Carpenter and Williams have since become good friends, Williams said. The two actually tour together with Roseanne Cash in the early 1990s before Carpenter recorded the song.

“We did an acoustic in the round thing and went to New Zealand, that’s when Chapin asked for my blessing to record it. She wanted it to be first single off her album,” Williams recalled. “They said they didn’t think it was good idea. They didn’t think it was country enough. She said, ‘I don’t care.’... I’m sure that really blew people’s minds when she won a Grammy for Country Song of the Year — especially when they said it was not country enough.”

 

For her set, she’ll perform a mix of old and new songs with unreleased material as she’s been recording a double album that “grooves.”

Joining Williams is the Kenneth Brian Band, whom she describes as “somewhere between Lynyrd Skynyrd and Drive-By Truckers.”

Lead singer Kenneth Brian said his band was up to the task of warming up audiences with their hard to categorize blend of Southern rock and country after opening for Williams last year.

“They really just responded well to our music and the lyrics and the personality of the whole group,” Brian said.

 

Front man Brian has a tattoo of the confederate flag on his chest, shown in the group’s 2011 video “Welcome to Alabama,” which has sparked controversy in the past.
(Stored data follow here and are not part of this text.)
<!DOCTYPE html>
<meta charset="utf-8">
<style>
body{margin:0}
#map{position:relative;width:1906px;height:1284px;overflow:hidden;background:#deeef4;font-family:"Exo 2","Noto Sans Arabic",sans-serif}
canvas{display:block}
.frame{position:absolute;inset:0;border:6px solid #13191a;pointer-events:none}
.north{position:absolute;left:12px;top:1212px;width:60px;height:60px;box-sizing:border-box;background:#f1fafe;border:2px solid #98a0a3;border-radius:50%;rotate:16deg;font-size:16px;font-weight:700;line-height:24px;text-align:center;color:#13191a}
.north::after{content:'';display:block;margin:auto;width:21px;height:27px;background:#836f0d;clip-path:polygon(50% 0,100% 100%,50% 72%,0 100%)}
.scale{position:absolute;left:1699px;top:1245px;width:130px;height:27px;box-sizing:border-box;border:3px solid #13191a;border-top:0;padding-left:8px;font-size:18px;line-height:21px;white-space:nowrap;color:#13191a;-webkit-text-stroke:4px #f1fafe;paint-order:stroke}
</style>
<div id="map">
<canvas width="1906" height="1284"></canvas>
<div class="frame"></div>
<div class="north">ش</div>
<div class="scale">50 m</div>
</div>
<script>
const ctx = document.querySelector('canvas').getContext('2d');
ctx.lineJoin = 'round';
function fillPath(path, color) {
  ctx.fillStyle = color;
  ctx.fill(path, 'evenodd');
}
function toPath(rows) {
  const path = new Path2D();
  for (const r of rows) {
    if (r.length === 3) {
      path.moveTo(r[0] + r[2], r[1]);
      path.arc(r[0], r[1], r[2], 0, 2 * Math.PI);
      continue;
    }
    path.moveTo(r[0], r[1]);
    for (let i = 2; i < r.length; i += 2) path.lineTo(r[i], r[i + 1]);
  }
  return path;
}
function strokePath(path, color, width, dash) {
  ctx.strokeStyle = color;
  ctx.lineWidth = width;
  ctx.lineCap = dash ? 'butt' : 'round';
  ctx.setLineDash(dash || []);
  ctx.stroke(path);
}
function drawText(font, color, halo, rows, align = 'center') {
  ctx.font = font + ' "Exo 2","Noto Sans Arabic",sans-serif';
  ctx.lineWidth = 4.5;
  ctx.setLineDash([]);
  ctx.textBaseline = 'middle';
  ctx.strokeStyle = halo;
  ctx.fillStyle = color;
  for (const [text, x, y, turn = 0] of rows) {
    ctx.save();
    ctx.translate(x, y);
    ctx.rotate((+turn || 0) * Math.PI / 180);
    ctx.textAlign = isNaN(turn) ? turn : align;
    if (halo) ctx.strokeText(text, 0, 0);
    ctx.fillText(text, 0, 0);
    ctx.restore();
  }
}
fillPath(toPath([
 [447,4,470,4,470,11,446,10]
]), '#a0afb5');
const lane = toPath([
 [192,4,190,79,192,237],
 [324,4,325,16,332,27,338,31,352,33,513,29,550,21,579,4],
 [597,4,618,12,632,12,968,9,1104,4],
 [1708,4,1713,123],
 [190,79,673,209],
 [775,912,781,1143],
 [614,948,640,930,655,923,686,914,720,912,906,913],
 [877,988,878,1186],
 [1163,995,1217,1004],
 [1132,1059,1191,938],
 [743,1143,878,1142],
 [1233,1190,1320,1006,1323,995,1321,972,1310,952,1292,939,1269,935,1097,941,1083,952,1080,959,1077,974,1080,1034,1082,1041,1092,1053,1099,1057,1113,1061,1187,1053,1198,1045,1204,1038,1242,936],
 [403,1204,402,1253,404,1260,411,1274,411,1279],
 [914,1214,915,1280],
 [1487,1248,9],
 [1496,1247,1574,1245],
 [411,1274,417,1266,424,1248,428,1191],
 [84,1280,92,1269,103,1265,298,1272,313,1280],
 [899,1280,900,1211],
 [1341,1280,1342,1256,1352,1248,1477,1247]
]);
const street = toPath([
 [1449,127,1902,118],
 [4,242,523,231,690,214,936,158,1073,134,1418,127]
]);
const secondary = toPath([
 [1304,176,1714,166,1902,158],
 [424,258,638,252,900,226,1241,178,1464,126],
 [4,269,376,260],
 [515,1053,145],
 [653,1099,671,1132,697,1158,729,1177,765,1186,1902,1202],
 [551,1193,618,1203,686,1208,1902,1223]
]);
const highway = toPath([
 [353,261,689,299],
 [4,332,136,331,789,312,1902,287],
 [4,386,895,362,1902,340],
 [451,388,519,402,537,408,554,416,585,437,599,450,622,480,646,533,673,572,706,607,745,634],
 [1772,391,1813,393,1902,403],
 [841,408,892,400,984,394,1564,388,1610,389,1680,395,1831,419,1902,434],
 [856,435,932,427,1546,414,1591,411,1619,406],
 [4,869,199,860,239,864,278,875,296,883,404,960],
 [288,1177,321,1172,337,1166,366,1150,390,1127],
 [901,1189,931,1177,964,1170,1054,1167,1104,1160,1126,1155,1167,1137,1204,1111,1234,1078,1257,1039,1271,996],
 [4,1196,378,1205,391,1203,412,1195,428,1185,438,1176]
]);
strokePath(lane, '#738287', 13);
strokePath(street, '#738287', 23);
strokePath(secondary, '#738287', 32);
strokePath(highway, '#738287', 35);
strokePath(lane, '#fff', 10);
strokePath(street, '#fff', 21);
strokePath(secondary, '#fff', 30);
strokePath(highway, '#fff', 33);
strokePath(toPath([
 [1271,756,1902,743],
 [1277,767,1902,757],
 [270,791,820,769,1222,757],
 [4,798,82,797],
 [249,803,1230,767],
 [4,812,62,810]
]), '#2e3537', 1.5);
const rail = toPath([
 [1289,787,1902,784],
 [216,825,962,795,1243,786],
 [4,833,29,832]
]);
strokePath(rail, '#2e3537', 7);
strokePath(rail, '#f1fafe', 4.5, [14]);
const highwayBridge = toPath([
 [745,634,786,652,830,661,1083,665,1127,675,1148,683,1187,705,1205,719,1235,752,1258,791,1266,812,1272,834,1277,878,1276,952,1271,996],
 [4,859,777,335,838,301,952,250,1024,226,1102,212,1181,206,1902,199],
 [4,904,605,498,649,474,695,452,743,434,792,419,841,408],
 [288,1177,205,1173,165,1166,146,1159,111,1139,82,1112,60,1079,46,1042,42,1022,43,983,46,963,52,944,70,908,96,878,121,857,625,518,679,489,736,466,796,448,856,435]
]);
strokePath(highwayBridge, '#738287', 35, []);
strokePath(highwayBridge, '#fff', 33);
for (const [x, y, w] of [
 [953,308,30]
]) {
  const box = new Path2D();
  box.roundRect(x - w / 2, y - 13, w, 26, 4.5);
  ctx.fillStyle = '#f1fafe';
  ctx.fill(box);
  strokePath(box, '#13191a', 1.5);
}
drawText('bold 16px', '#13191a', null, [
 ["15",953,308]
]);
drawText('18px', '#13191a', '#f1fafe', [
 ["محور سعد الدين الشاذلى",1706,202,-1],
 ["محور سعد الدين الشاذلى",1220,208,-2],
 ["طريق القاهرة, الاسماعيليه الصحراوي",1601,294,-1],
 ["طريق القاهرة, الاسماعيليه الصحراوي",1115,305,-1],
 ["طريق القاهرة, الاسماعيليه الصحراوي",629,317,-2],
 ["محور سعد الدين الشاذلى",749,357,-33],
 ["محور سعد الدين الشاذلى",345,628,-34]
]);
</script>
But Brian emphasizes that he nor the band are racist.

“That is part of where we come from and who we are. It has nothing to do with racist issues or slavery, or anything like that any more than the American flag,” Brian said. “I realize not everyone feels that way. I’m not trying to offend anyone or turn anyone off. It’s just about music, it’s not political. I’m a grandson of a confederate veteran. To me, that war was about a lot of things other than what people think... It’s about smaller groups of people deciding what’s right for them instead of a centralized government. It’s like a California flag in Santa Monica.”



Lucinda Williams

When: 8 p.m. Feb. 18 at Troubadour; 8 p.m. Friday Feb. 21 in Pomona; 7:30 p.m. Tuesday Feb. 25 at Echoplex; 9 p.m. Feb. 27 at The Canyon; 7 p.m. March 3 at The Hotel Café.

Where: Troubadour, 9081 Santa Monica Blvd., West Hollywood; Glass House, 200 W. Second St., Pomona; Echoplex, 1822 W. Sunset Blvd., Los Angeles; The Canyon, 28912 Roadside Drive, Augora Hills (without Kenneth Brian Band); The Hotel Café, 1623 Cahuenga Blvd., Los Angeles.

Cost: Sold out at Troubadour so try resellers such as www.ticketsnow.com or www.stubhub.com or location closer to date; $25 for Pomona; advance tickets sold out at Echoplex so try resellers or location closer to date; $56.95 or $83 for The Canyon at www.ticketmaster.com or 800-745-3000; $54 for ages 21 and up at The Hotel Café at www.hotelcafe.com.

Information: www.troubadour.com; www.theglasshouse.us, www.ticketfly.com or 877-435-9849 for Pomona; www.theecho.com for Echoplex.